Gualtiero torna con Mamma ho perso i neuroni, singolo che alterna ironia e introspezione, confermando la sua cifra stilistica riconoscibile. Il brano unisce il rap anni ’90 a influenze reggae, funk, rock e pop, creando un suono personale e diretto. Il testo, giocoso e riflessivo, si ispira al film Mamma ho perso l’aereo per affrontare temi più profondi come smarrimento, frustrazione e il concetto di “mela marcia” nella società. Il ritornello ironico accompagna una narrazione che oscilla tra quotidianità e osservazioni sociali, mentre il videoclip, essenziale e centrato sull’espressività dell’artista, valorizza il testo senza effetti superflui.
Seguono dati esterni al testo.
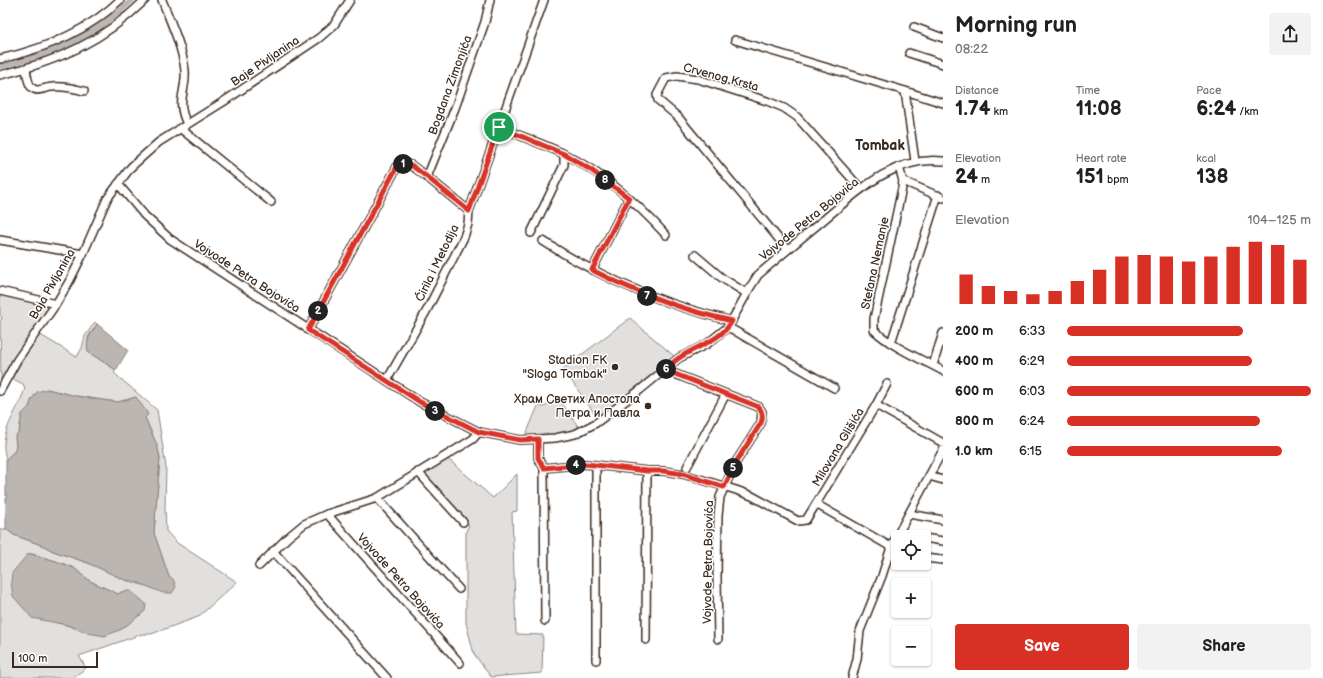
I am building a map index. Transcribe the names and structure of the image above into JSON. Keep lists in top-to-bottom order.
{
  "streets": {
    "street": [
      "Baje Pivljanina",
      "Crvenog Krsta",
      "Bogdana Zimonjića",
      "Vojvode Petra Bojovića",
      "Ćirila i Metodija",
      "Stefana Nemanje",
      "Baja Pivljanina",
      "Milovana Glišića"
    ]
  },
  "crossings": [
    ["Baje Pivljanina", "Vojvode Petra Bojovića"],
    ["Baje Pivljanina", "Baja Pivljanina"],
    ["Crvenog Krsta", "Vojvode Petra Bojovića"],
    ["Vojvode Petra Bojovića", "Ćirila i Metodija"],
    ["Vojvode Petra Bojovića", "Stefana Nemanje"],
    ["Vojvode Petra Bojovića", "Baja Pivljanina"],
    ["Vojvode Petra Bojovića", "Milovana Glišića"]
  ],
  "districts": ["Tombak"],
  "places": ["Stadion FK \"Sloga Tombak\"", "Храм Светих Апостола Петра и Павла"],
  "scale_bar": "100 m",
  "page": {
    "heading": ["Morning run", "08:22"],
    "stats": [
      ["Distance", "1.74 km"],
      ["Time", "11:08"],
      ["Pace", "6:24 /km"],
      ["Elevation", "24 m"],
      ["Heart rate", "151 bpm"],
      ["kcal", "138"]
    ],
    "pins": [
      "1",
      "8",
      "7",
      "2",
      "6",
      "3",
      "4",
      "5"
    ],
    "chart": ["Elevation", "104–125 m"],
    "list": [
      {
        "name": "200 m",
        "note": "6:33"
      },
      {
        "name": "400 m",
        "note": "6:29"
      },
      {
        "name": "600 m",
        "note": "6:03"
      },
      {
        "name": "800 m",
        "note": "6:24"
      },
      {
        "name": "1.0 km",
        "note": "6:15"
      }
    ],
    "map_buttons": ["+", "−"],
    "buttons": ["Save", "Share"],
    "scale": "100 m"
  }
}
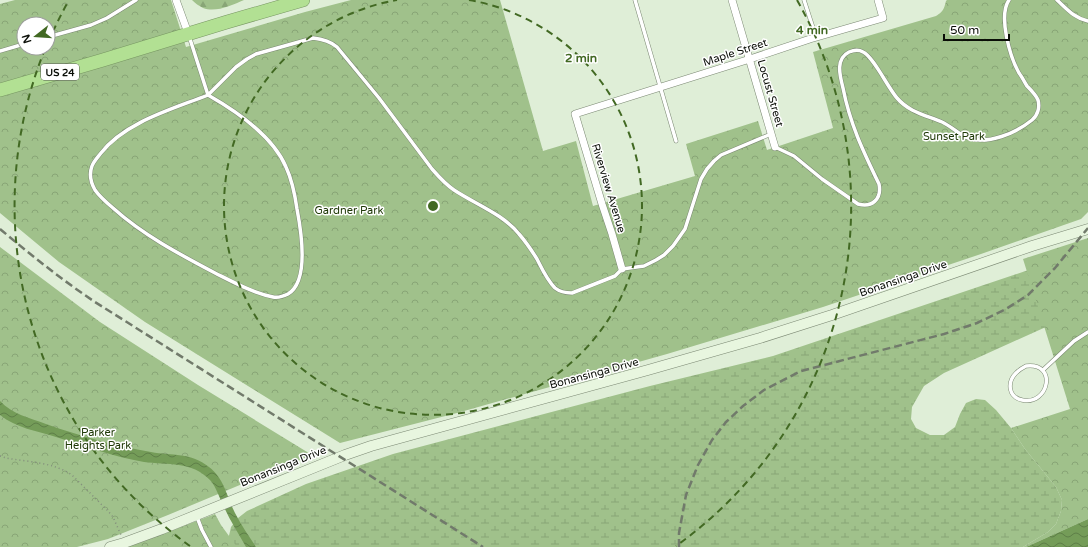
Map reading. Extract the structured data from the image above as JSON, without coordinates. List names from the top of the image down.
{
  "streets": {
    "highway": ["US 24"],
    "street": [
      "Maple Street",
      "Locust Street",
      "Riverview Avenue",
      "Bonansinga Drive"
    ]
  },
  "crossings": [
    ["Maple Street", "Locust Street"],
    ["Maple Street", "Riverview Avenue"]
  ],
  "parks": ["Sunset Park", "Gardner Park", "Parker Heights Park"],
  "scale_bar": "50 m",
  "north": "left",
  "rings": ["4 min", "2 min"]
}
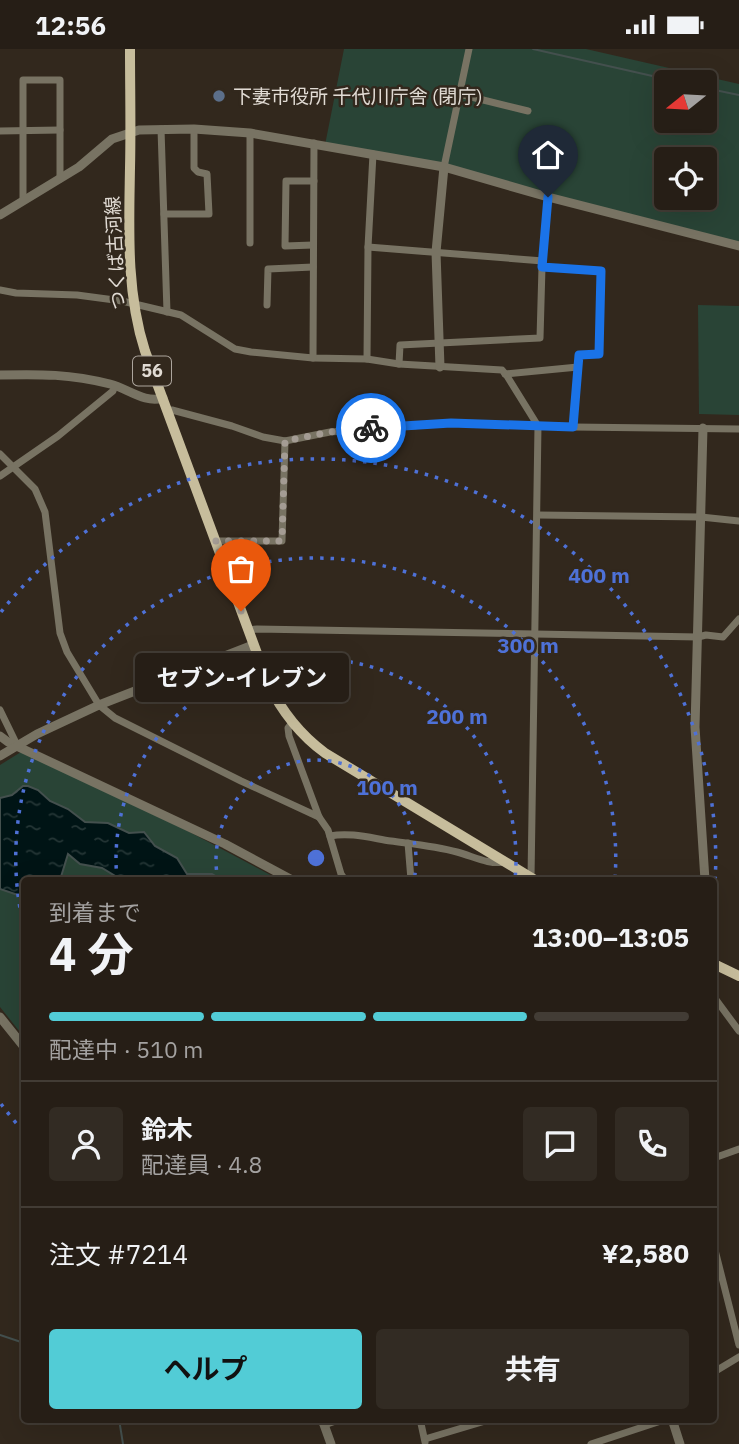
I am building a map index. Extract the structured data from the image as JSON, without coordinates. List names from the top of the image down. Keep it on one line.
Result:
{"streets":{"main road":["つくば古河線","56"]},"places":["下妻市役所 千代川庁舎 (閉庁)","セブン-イレブン"],"north":"left","page":{"status":"12:56","bubble":"セブン-イレブン","heading":["4 分","到着まで","13:00–13:05"],"panel":["鈴木","配達員 · 4.8","注文 #7214","¥2,580"],"bar":"配達中 · 510 m","buttons":["ヘルプ","共有"]},"rings":["400 m","300 m","200 m","100 m"]}
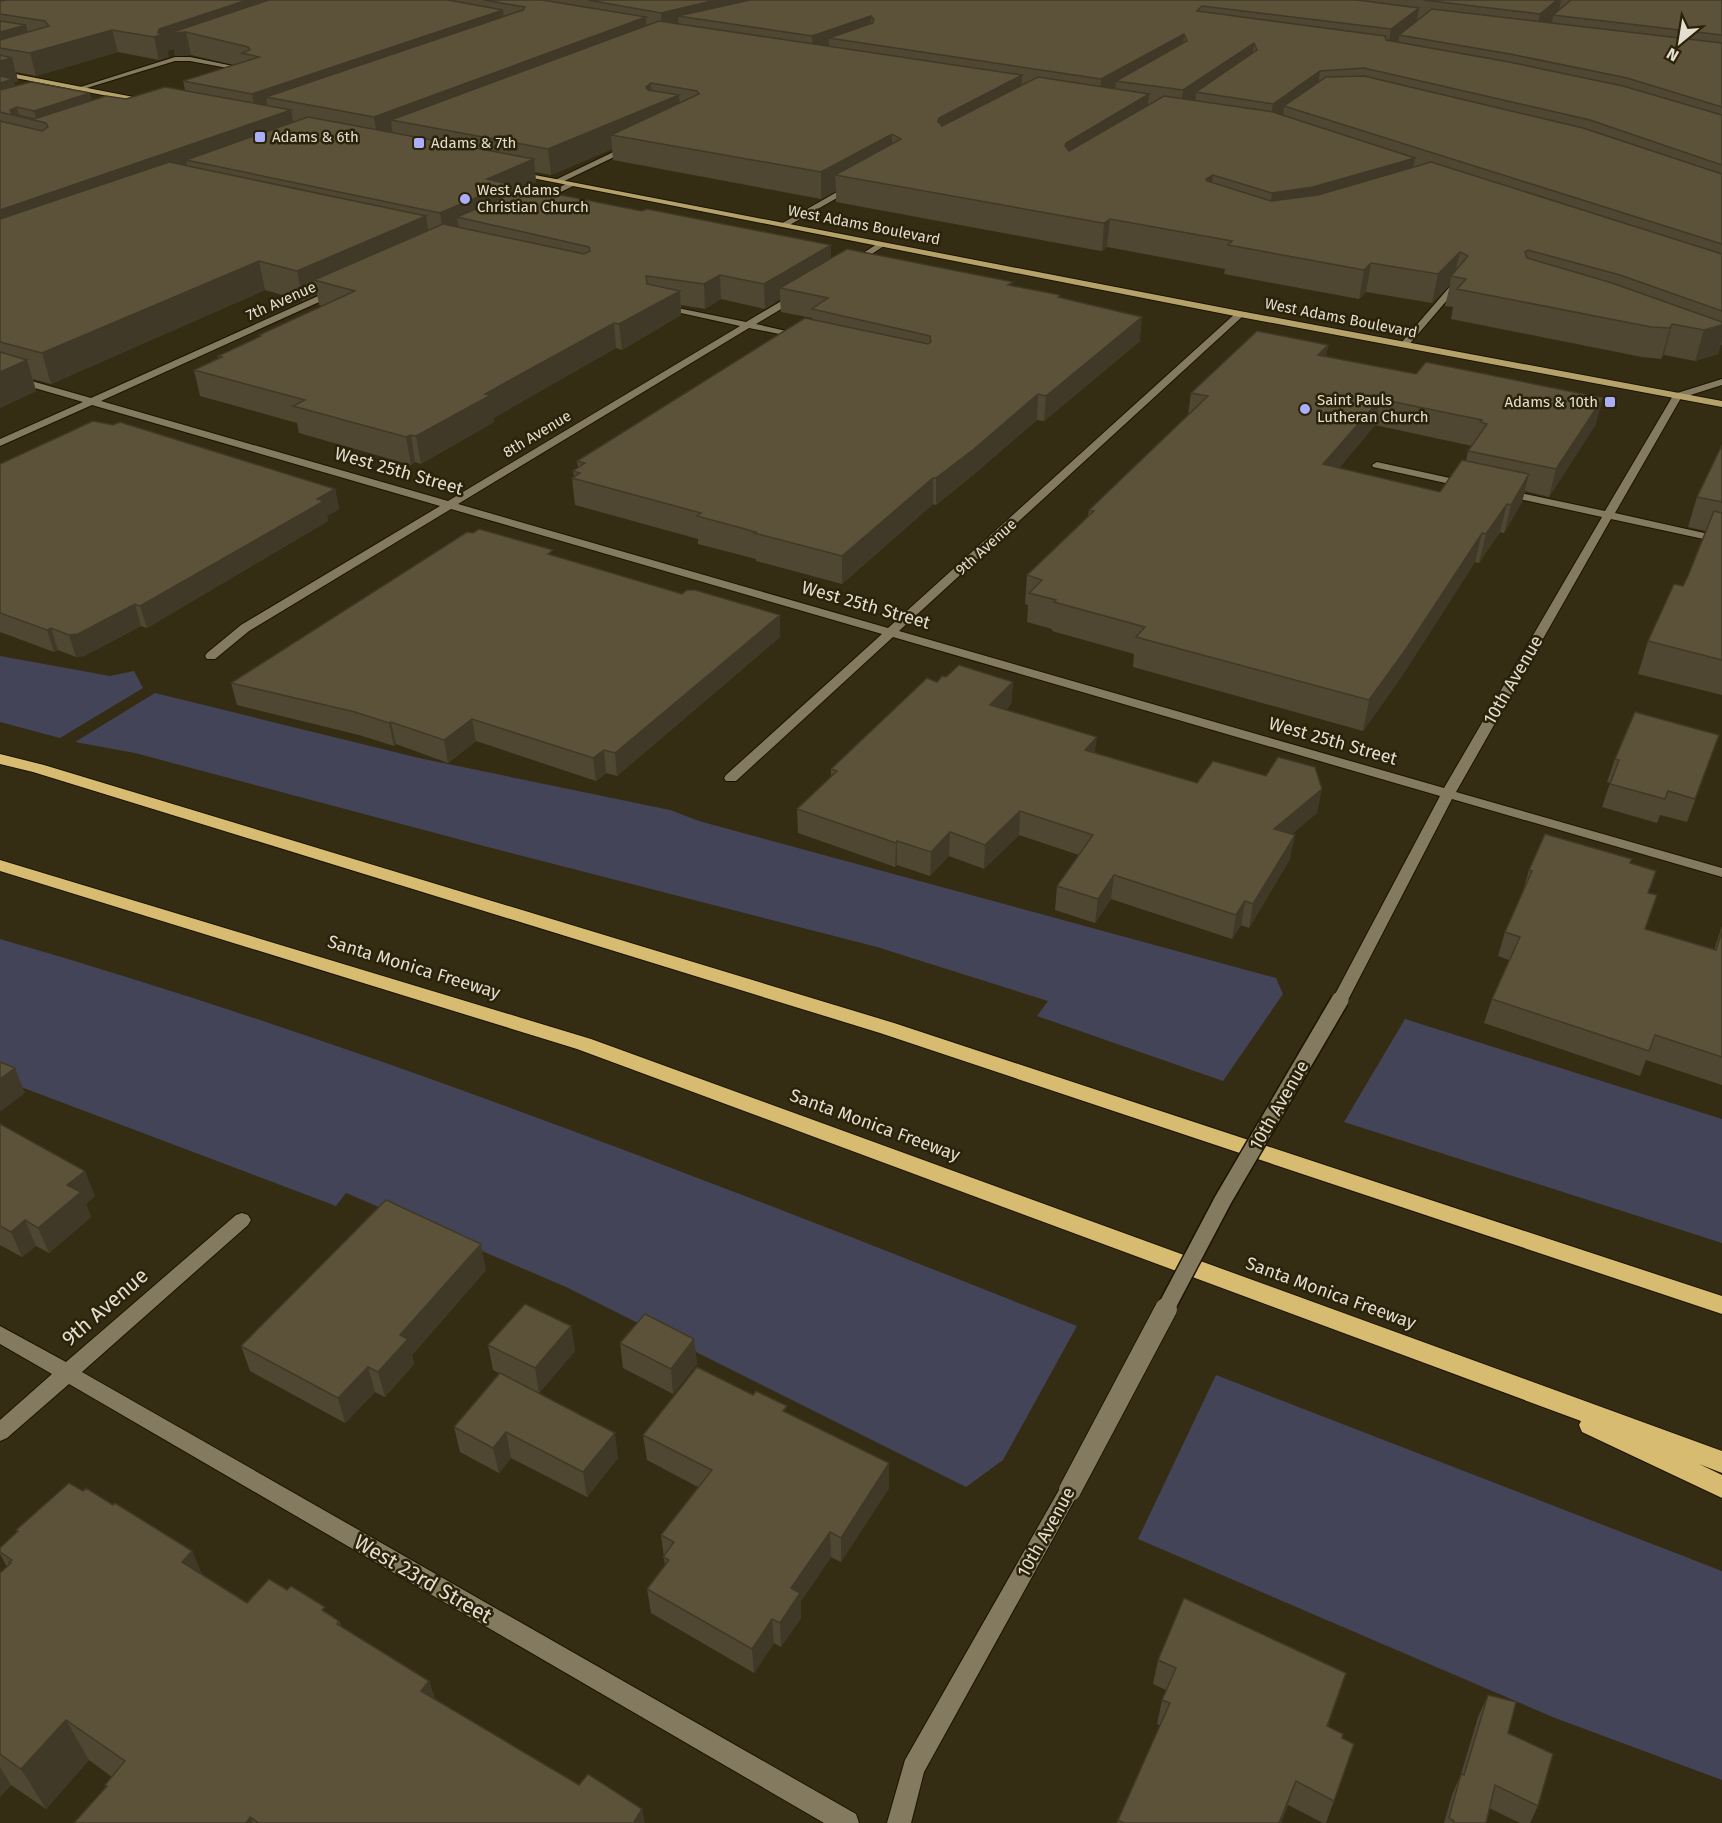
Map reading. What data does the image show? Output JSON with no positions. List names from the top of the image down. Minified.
{"streets":{"highway":["Santa Monica Freeway"],"main road":["West Adams Boulevard"],"street":["7th Avenue","8th Avenue","West 25th Street","9th Avenue","10th Avenue","West 23rd Street"]},"crossings":[["West Adams Boulevard","9th Avenue"],["West Adams Boulevard","10th Avenue"],["7th Avenue","West 25th Street"],["8th Avenue","West 25th Street"],["West 25th Street","9th Avenue"],["West 25th Street","10th Avenue"],["9th Avenue","West 23rd Street"]],"places":{"transit":["Adams & 6th","Adams & 7th","Adams & 10th"],"other":["West Adams Christian Church","Saint Pauls Lutheran Church"]},"north":"bottom left"}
Mamma ho perso i neuroni rappresenta un equilibrio tra leggerezza e impegno, mostrando un Gualtiero maturo e coerente, capace di raccontare se stesso e la realtà con lucidità e autenticità, confermando la sua capacità di creare musica diretta, riconoscibile e in dialogo con l’esperienza dell’ascoltatore.
Ironia e introspezione nel nuovo singolo
Mamma ho perso i neuroni riflette pienamente il modo di fare musica di Gualtiero: diretto, spontaneo e capace di combinare ironia e riflessione personale. Il testo gioca con riferimenti culturali, come il film degli anni ’90, per raccontare momenti di smarrimento e frustrazione, trasformandoli in narrazione musicale. L’uso della metafora della “mela marcia” diventa centrale, simbolo di resilienza e identità, rivendicando il diritto a essere se stessi in una società che giudica.
Una produzione che fonde passato e presente
La produzione di Simone Sandrucci e Mauro Siotto unisce sonorità rap anni ’90 a influenze funk, reggae, rock e pop. La base ritmica compatta valorizza il testo e il flow dell’artista, mentre gli arrangiamenti mantengono leggerezza e dinamismo. Il risultato è un brano riconoscibile, che rispetta le radici musicali di Gualtiero ma le reinventa in chiave contemporanea.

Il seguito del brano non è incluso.